5. Recruiter betreiben zu wenig Recruiting-Controlling
Gleiches gilt für die Erhebung von Kennzahlen des Recruitings. Nur 25% der Befragten betreiben regelmäßig Recruiting-Controlling, ähnlich viele aber auch gar nicht. Die übrigen gelegentlich. Damit haben sie auch wenig Belege in der Hand, die zeigen könnten, wie erfolgreich und leistungsfähig das Recruiting und ihre Arbeit ist.
Change-Option
Recruiter sollten lernen, mehr die Sprache des Managements zu sprechen.

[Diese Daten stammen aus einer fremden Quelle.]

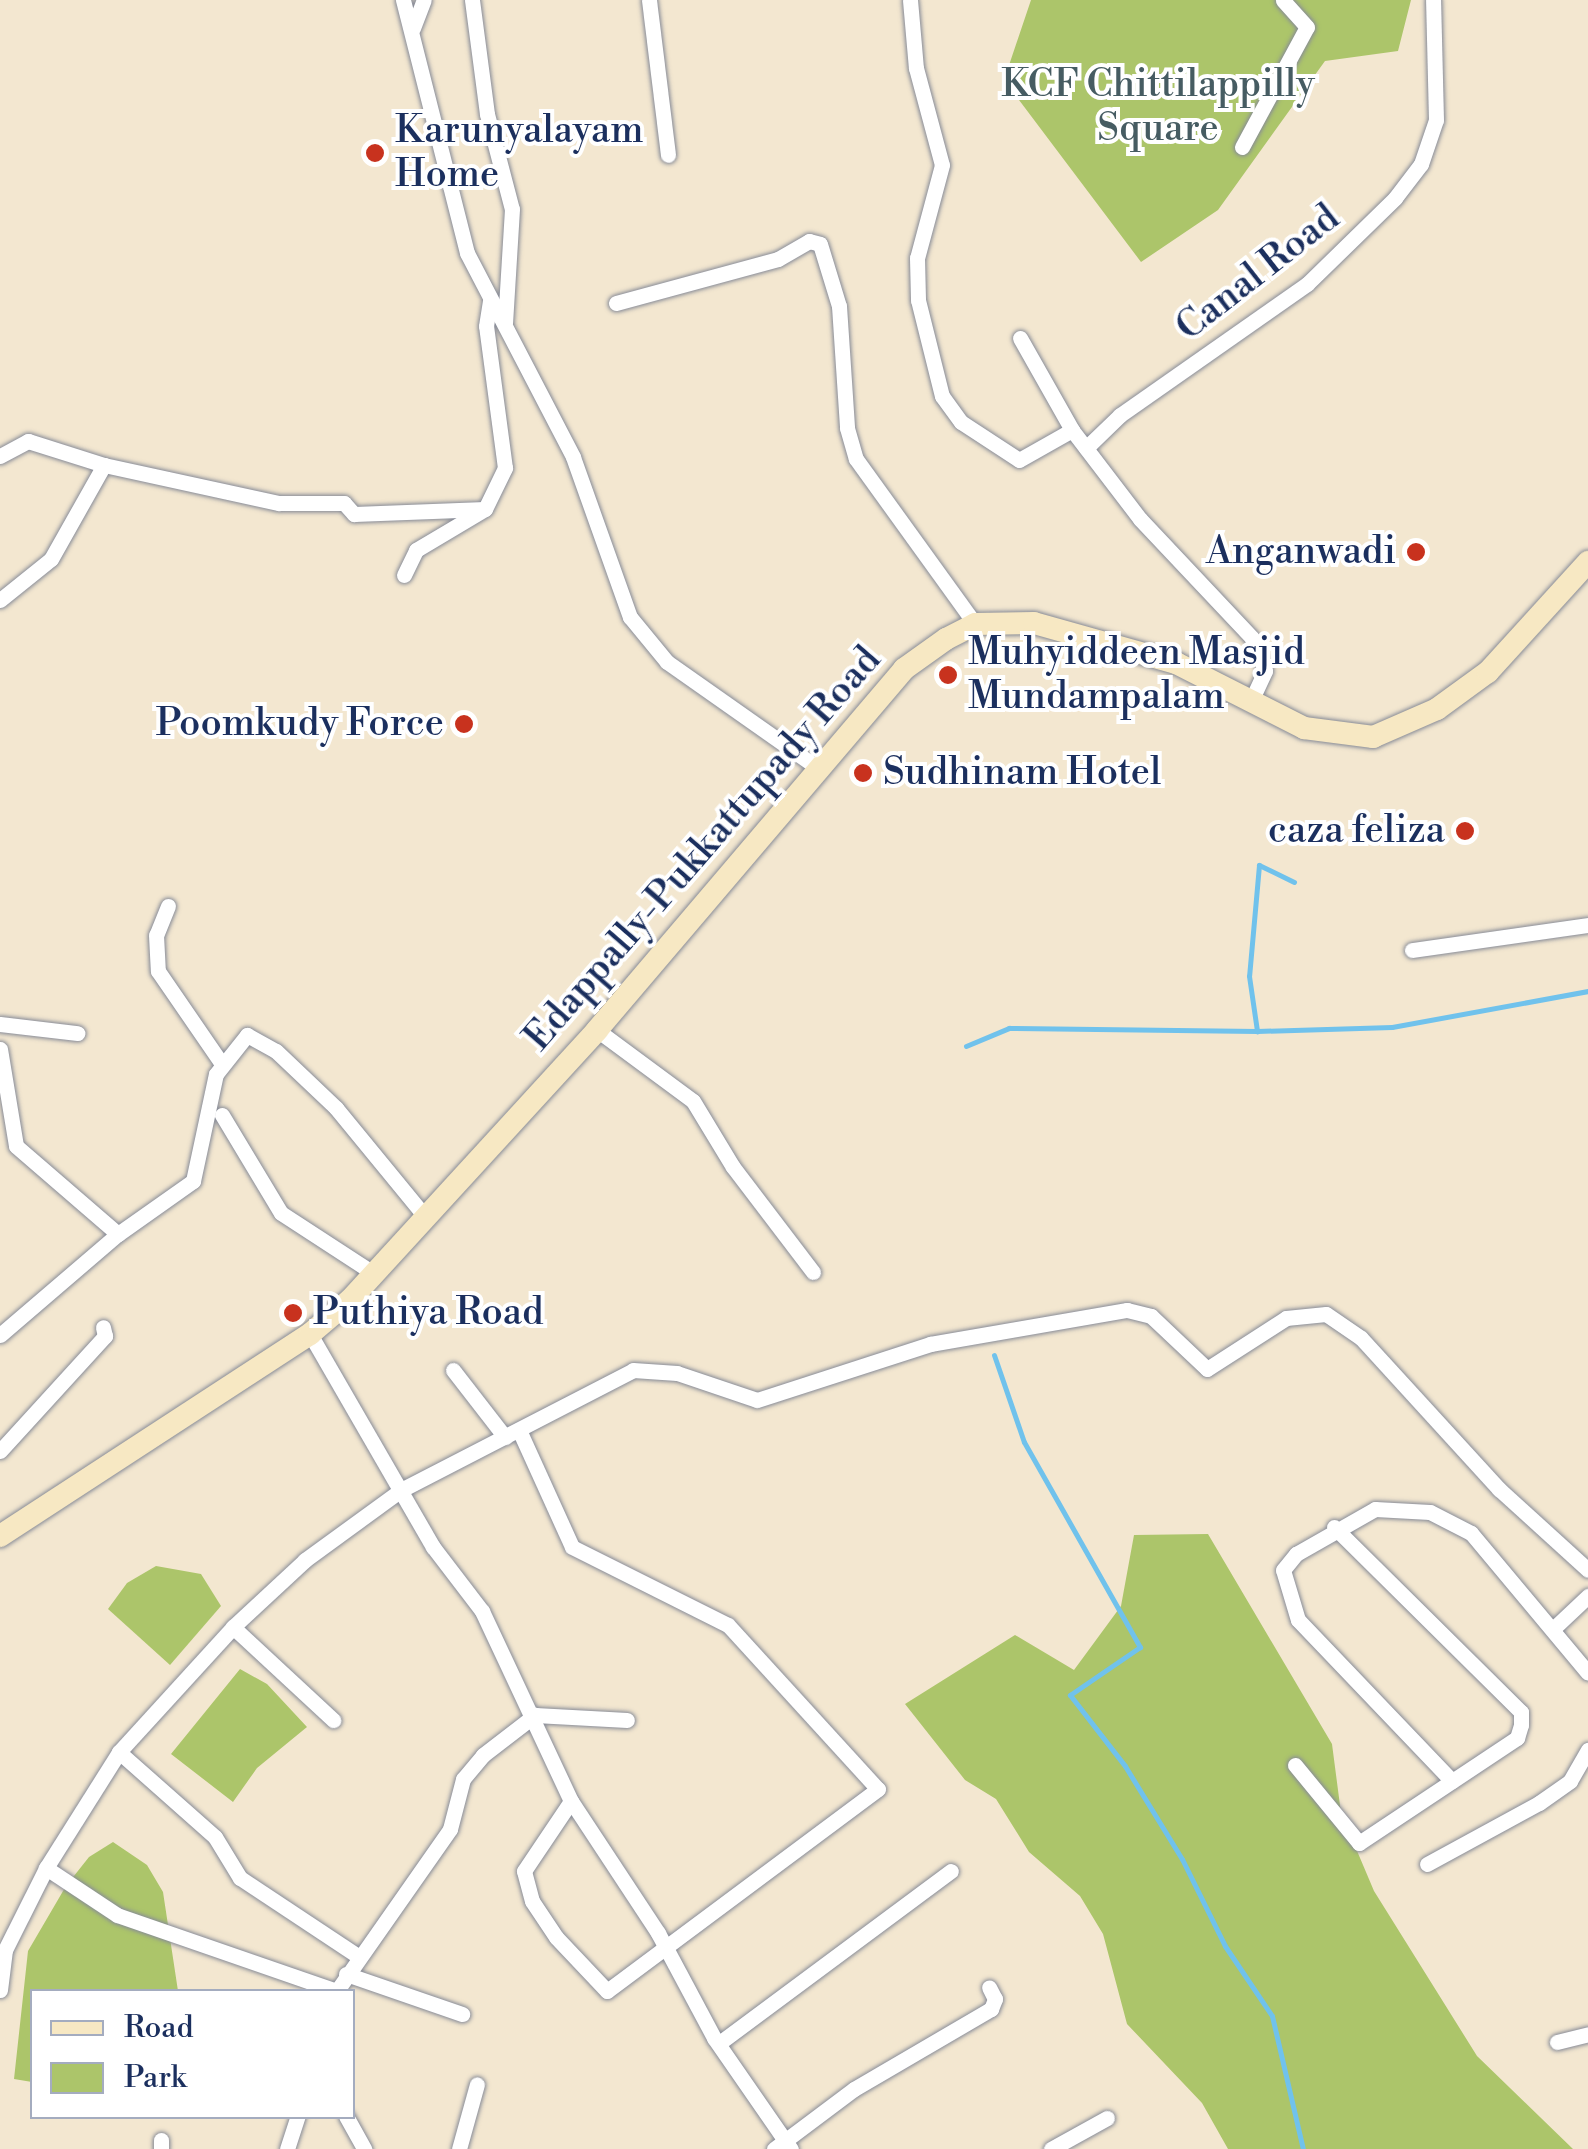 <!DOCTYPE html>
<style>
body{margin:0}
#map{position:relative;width:1588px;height:2149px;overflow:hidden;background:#f3e7d0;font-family:"Libre Bodoni",serif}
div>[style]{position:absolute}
.green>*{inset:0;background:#acc56a}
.stream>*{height:5px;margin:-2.5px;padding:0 2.5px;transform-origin:2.5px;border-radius:2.5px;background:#70c2ec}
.roads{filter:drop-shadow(0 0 2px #878b97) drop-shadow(0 0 2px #878b97)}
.minor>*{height:15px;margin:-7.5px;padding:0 7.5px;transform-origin:7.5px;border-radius:7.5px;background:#fff}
.secondary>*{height:22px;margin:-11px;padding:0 11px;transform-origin:11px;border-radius:11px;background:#f7e8c3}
.dots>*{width:28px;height:28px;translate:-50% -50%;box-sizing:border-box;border:5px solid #fff;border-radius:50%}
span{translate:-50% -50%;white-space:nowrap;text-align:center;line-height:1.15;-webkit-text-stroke:8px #fff;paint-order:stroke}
.park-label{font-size:38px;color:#465c62}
.poi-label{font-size:38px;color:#1b2f5e}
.left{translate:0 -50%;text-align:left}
.right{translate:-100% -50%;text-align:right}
.street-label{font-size:38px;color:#1b2f5e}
.legend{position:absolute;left:30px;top:1989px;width:325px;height:130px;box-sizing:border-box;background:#fff;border:2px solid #a4acbf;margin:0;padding:12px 18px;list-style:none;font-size:30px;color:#1b2f5e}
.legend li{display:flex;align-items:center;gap:20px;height:50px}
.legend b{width:50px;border:2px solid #a4acbf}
</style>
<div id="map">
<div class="green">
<i style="clip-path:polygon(1031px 0,1411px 0,1398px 51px,1325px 61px,1218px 210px,1141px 262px,1004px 80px)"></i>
<i style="clip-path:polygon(1208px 1534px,1332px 1744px,1341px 1813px,1374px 1891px,1477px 2056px,1573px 2149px,1228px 2149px,1202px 2103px,1127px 2024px,1103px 1934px,1080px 1896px,1029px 1852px,996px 1799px,965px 1780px,905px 1704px,1015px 1635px,1074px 1670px,1121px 1606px,1134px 1535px)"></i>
<i style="clip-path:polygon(156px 1566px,201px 1574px,221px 1606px,170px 1665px,108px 1609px,127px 1583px)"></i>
<i style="clip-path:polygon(240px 1669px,267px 1684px,307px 1727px,257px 1768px,233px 1802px,171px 1754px)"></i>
<i style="clip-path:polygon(113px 1842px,147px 1865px,163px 1892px,178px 1991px,32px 1992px,32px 2082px,14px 2079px,28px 1951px,66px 1886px,89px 1857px)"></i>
</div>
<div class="stream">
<i style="left:1294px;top:882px;width:39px;rotate:-154deg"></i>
<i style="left:1259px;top:865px;width:111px;rotate:95.1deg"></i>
<i style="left:1249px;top:976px;width:56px;rotate:81.7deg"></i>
<i style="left:1257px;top:1031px;width:135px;rotate:-1.7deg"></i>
<i style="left:1392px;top:1027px;width:199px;rotate:-10.4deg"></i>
<i style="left:966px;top:1046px;width:47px;rotate:-22.7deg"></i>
<i style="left:1009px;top:1028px;width:248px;rotate:0.7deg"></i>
<i style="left:994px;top:1355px;width:92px;rotate:71deg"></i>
<i style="left:1024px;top:1442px;width:236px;rotate:60.5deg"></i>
<i style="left:1140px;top:1647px;width:85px;rotate:145.6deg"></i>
<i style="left:1070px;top:1695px;width:90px;rotate:52.2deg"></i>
<i style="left:1125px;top:1766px;width:109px;rotate:58.5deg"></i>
<i style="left:1182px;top:1859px;width:97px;rotate:63.7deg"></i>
<i style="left:1225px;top:1946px;width:84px;rotate:56.1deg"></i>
<i style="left:1272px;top:2016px;width:137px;rotate:76.9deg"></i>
</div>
<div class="roads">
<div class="minor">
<i style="left:403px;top:0;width:261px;rotate:75.8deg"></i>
<i style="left:467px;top:253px;width:230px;rotate:62.5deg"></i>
<i style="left:573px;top:457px;width:170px;rotate:70.4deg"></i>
<i style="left:630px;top:617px;width:58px;rotate:50.6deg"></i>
<i style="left:667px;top:662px;width:184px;rotate:35.1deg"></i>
<i style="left:472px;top:0;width:115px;rotate:82.5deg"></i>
<i style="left:487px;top:114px;width:98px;rotate:75.3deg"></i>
<i style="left:512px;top:209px;width:114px;rotate:93.5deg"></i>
<i style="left:649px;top:0;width:156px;rotate:83deg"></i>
<i style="left:910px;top:0;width:68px;rotate:85deg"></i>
<i style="left:916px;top:68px;width:100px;rotate:75deg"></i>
<i style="left:942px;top:165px;width:96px;rotate:105deg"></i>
<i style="left:917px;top:258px;width:42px;rotate:88.6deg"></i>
<i style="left:918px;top:300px;width:99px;rotate:76deg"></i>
<i style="left:942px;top:396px;width:32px;rotate:54deg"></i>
<i style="left:961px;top:422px;width:69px;rotate:33.2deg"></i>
<i style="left:1019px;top:460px;width:61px;rotate:-29.5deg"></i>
<i style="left:1072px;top:430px;width:112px;rotate:52.6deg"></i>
<i style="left:1140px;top:519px;width:163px;rotate:46.7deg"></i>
<i style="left:1252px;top:638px;width:35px;rotate:68deg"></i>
<i style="left:1265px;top:671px;width:31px;rotate:115deg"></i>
<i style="left:413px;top:28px;width:30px;rotate:-69deg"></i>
<i style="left:1242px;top:147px;width:136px;rotate:-61.6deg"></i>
<i style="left:1307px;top:27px;width:36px;rotate:-132deg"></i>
<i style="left:616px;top:303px;width:168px;rotate:-15.2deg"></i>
<i style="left:778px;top:259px;width:36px;rotate:-30deg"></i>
<i style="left:809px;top:241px;width:11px;rotate:15deg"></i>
<i style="left:820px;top:244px;width:65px;rotate:73deg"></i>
<i style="left:839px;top:306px;width:122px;rotate:86.2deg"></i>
<i style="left:847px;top:428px;width:32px;rotate:74deg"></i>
<i style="left:856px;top:459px;width:203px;rotate:54.2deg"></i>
<i style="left:1020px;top:338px;width:106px;rotate:60.5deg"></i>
<i style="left:1086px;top:448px;width:47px;rotate:-44.1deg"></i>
<i style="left:1120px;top:415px;width:228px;rotate:-35deg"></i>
<i style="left:1307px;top:284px;width:123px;rotate:-44.3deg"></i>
<i style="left:1395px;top:198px;width:43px;rotate:-52.6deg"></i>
<i style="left:1421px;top:164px;width:46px;rotate:-71.2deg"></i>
<i style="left:1436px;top:120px;width:120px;rotate:-91.4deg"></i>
<i style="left:0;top:456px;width:32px;rotate:-28deg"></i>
<i style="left:28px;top:441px;width:80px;rotate:17.5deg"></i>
<i style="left:404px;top:575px;width:28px;rotate:-64deg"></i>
<i style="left:416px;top:550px;width:80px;rotate:-30.7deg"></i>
<i style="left:485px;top:509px;width:46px;rotate:-64deg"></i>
<i style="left:505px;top:468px;width:143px;rotate:-97.6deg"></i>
<i style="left:486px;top:326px;width:26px;rotate:-81deg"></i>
<i style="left:0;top:600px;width:65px;rotate:-38.8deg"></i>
<i style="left:51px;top:559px;width:108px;rotate:-60.6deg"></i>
<i style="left:104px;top:465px;width:179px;rotate:12.3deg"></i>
<i style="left:279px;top:503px;width:65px"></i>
<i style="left:344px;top:503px;width:15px;rotate:48deg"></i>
<i style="left:354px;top:514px;width:131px;rotate:-2.2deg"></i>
<i style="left:168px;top:906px;width:31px;rotate:112deg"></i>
<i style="left:156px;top:935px;width:36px;rotate:87deg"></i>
<i style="left:158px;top:971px;width:113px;rotate:55.5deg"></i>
<i style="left:1412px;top:950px;width:178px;rotate:-8.1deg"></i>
<i style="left:0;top:1024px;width:78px;rotate:6.7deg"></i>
<i style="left:597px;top:1030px;width:119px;rotate:36.5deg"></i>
<i style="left:693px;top:1101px;width:77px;rotate:58.8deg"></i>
<i style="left:733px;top:1167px;width:132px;rotate:52.7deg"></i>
<i style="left:0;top:1049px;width:98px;rotate:80.6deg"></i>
<i style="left:16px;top:1146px;width:135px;rotate:40.8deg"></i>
<i style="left:222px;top:1115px;width:114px;rotate:59deg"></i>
<i style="left:281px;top:1213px;width:110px;rotate:33.1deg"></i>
<i style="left:310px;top:1334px;width:246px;rotate:60deg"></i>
<i style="left:433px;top:1547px;width:81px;rotate:52.6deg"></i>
<i style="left:482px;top:1611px;width:210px;rotate:64.9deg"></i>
<i style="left:571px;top:1801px;width:158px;rotate:56.6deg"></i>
<i style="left:658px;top:1933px;width:119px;rotate:61.9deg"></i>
<i style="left:714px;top:2038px;width:135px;rotate:55.3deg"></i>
<i style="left:0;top:1335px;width:155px;rotate:-40.6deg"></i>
<i style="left:118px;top:1234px;width:92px;rotate:-35.2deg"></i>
<i style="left:193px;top:1181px;width:109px;rotate:-77.9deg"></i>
<i style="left:216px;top:1074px;width:50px;rotate:-51.5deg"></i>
<i style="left:247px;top:1035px;width:33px;rotate:29deg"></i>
<i style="left:276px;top:1051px;width:83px;rotate:43.5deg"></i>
<i style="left:336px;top:1108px;width:139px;rotate:50.6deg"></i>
<i style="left:453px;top:1370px;width:85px;rotate:52.2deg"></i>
<i style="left:519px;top:1430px;width:128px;rotate:65.6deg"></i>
<i style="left:572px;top:1547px;width:174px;rotate:26.6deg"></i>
<i style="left:728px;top:1625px;width:222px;rotate:47.6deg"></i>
<i style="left:878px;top:1789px;width:338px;rotate:143.3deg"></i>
<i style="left:607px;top:1991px;width:74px;rotate:-133.4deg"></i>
<i style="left:556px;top:1937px;width:43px;rotate:-123.7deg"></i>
<i style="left:532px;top:1901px;width:31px;rotate:-105deg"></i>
<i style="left:524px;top:1871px;width:84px;rotate:-56.1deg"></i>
<i style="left:0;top:1451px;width:156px;rotate:-47.6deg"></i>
<i style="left:105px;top:1336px;width:9px;rotate:-103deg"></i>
<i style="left:233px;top:1627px;width:137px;rotate:42.9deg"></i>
<i style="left:1554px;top:1628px;width:47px;rotate:-43.3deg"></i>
<i style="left:119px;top:1752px;width:128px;rotate:41.5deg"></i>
<i style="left:215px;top:1837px;width:48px;rotate:58.6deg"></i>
<i style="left:240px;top:1878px;width:141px;rotate:33.5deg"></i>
<i style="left:1295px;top:1765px;width:101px;rotate:50.6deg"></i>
<i style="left:1359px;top:1843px;width:190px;rotate:-33.6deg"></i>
<i style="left:1517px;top:1738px;width:14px;rotate:-73deg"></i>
<i style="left:1521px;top:1725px;width:13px;rotate:-90deg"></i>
<i style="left:1521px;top:1712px;width:263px;rotate:-135.3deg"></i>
<i style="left:1452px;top:1781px;width:223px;rotate:-133.7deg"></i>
<i style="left:1298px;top:1620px;width:52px;rotate:-106.7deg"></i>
<i style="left:1283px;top:1570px;width:21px;rotate:-51deg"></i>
<i style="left:1296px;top:1554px;width:91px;rotate:-29.7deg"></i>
<i style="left:1375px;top:1509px;width:55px;rotate:3.1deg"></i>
<i style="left:1430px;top:1512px;width:46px;rotate:27.1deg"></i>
<i style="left:1471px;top:1533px;width:182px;rotate:50.1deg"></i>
<i style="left:1427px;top:1864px;width:128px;rotate:-28.6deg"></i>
<i style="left:1539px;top:1803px;width:38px;rotate:-35deg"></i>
<i style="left:1570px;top:1781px;width:36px;rotate:-60deg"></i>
<i style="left:46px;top:1868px;width:85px;rotate:33.5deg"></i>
<i style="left:117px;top:1915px;width:232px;rotate:19.1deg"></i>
<i style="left:346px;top:1974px;width:123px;rotate:19deg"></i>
<i style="left:0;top:1990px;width:40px;rotate:-82.9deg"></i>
<i style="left:5px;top:1950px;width:92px;rotate:-63.4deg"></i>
<i style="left:46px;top:1868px;width:137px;rotate:-57.8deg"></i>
<i style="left:119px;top:1752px;width:169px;rotate:-47.6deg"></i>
<i style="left:233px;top:1627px;width:98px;rotate:-42.9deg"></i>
<i style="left:305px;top:1560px;width:119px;rotate:-36.1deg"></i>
<i style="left:401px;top:1490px;width:261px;rotate:-27.3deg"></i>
<i style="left:633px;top:1370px;width:44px;rotate:3.9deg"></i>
<i style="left:677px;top:1373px;width:84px;rotate:18.6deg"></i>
<i style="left:757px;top:1400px;width:182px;rotate:-17.9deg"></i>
<i style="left:930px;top:1344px;width:200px;rotate:-9.8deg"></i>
<i style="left:1127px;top:1310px;width:25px;rotate:14deg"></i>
<i style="left:1151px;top:1316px;width:77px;rotate:43.4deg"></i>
<i style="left:1207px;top:1369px;width:94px;rotate:-32.8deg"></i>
<i style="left:1286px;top:1318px;width:40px;rotate:-5.7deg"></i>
<i style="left:1326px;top:1314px;width:42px;rotate:34.4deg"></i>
<i style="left:1361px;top:1338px;width:205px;rotate:47.6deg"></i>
<i style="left:1499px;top:1489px;width:120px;rotate:42.3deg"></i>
<i style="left:336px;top:1992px;width:199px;rotate:-55deg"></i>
<i style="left:450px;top:1829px;width:52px;rotate:-75.4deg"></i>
<i style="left:463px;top:1779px;width:31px;rotate:-50deg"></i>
<i style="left:483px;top:1755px;width:66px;rotate:-37.6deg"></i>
<i style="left:535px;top:1715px;width:92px;rotate:3.1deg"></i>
<i style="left:722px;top:2041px;width:285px;rotate:-36.6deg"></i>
<i style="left:1557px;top:2042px;width:32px;rotate:-14deg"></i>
<i style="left:346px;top:2116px;width:38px;rotate:61deg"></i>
<i style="left:161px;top:2149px;width:9px;rotate:-90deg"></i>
<i style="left:287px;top:2149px;width:35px;rotate:-72deg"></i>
<i style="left:459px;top:2149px;width:67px;rotate:-74.5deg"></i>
<i style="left:774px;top:2149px;width:100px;rotate:-36.9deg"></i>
<i style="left:854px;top:2089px;width:159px;rotate:-30.3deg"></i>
<i style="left:991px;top:2009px;width:11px;rotate:-68deg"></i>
<i style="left:995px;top:1999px;width:13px;rotate:-117deg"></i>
<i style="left:1051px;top:2149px;width:64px;rotate:-29deg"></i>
</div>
<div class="secondary">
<i style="left:0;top:1536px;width:370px;rotate:-33.1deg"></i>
<i style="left:310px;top:1334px;width:52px;rotate:-40.4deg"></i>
<i style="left:350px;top:1300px;width:366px;rotate:-47.5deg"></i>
<i style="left:597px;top:1030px;width:474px;rotate:-49.6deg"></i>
<i style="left:904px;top:669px;width:52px;rotate:-35.5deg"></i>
<i style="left:946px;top:639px;width:33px;rotate:-27deg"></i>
<i style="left:975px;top:624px;width:59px;rotate:-1deg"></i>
<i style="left:1034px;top:623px;width:148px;rotate:15.7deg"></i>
<i style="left:1176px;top:663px;width:144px;rotate:26.9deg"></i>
<i style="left:1304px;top:728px;width:70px;rotate:7.4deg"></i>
<i style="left:1373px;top:737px;width:70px;rotate:-23.6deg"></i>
<i style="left:1437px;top:709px;width:63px;rotate:-36deg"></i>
<i style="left:1488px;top:672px;width:149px;rotate:-47.7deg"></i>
</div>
</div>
<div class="dots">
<i style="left:375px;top:153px;background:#c8321e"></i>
<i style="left:1416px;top:552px;background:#c8321e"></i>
<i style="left:948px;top:675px;background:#c8321e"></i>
<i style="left:464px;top:724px;background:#c8321e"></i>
<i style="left:863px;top:773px;background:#c8321e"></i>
<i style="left:1465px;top:831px;background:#c8321e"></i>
<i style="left:293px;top:1313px;background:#c8321e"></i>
</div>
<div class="park-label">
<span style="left:1158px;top:107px">KCF Chittilappilly<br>Square</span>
</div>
<div class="poi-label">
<span class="left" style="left:395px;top:153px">Karunyalayam<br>Home</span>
<span class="right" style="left:1396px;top:552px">Anganwadi</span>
<span class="left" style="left:968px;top:675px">Muhyiddeen Masjid<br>Mundampalam</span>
<span class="right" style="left:444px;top:724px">Poomkudy Force</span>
<span class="left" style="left:883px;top:773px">Sudhinam Hotel</span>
<span class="right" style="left:1445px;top:831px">caza feliza</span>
<span class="left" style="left:313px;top:1313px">Puthiya Road</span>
</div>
<div class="street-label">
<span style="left:1258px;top:273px;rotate:-38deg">Canal Road</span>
<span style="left:703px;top:849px;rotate:-49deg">Edappally-Pukkattupady Road</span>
</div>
<ul class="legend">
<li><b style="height:12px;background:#f7e8c3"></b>Road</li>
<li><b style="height:28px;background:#acc56a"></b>Park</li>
</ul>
</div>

Das setzt voraus, dass sie sich stärker mit den für das Management wichtigen betriebswirtschaftlichen, analytischen und strategischen Themen des Recruitings beschäftigen. So gelingt es ihnen, mehr Augenhöhe zu denjenigen zu erlangen, deren Wertschätzung und Unterstützung sie erhalten wollen.
Mittels Kennzahlen und betriebswirtschaftlichen Bewertungen ihrer Aktivitäten können sie nicht nur zeigen, wie erfolgreich sie arbeiten. Sie verdeutlichen auch, an welchen Stellen Verbesserungsmöglichkeiten bestehen. Von ihnen vorgeschlagene Maßnahmen stehen nicht im “luftleeren” Raum, sondern werden für Entscheider greifbar.
Fazit
Dass 92% der Befragten von sich sagen, dass sie ihre Tätigkeit als Recruiter gerne machen und sich 87% nochmals dafür entscheiden würden, ist aus meiner Sicht ein starkes Statement. Aber zeigt es nicht auch, dass viele Recruiter trotz der teilweise beklagten zu geringen Wertschätzung und Unterstützung eigentlich ganz zufrieden mit dem Status quo sind?
Wenn Recruiting aber so weitermacht, wird sich nichts ändern. Dass ein “Weiter so” aber angesichts der Veränderungen am Markt und in den Technologien so nicht gehen wird, will man auch künftig noch Rekrutierungserfolg haben, wurde kürzlich erst hier deutlich gemacht.
Die oben beschriebenen Change-Optionen sind Ansatzpunkte, aktiv zu werden. Mit einem veränderten Recruiting Mindset wird sich nicht nur der Stellenwert des Recruitings und die Unterstützung durch das Management und die Geschäftsführung positiv verändern, sondern auch der Rekrutierungserfolg nachhaltig sicherstellen lassen.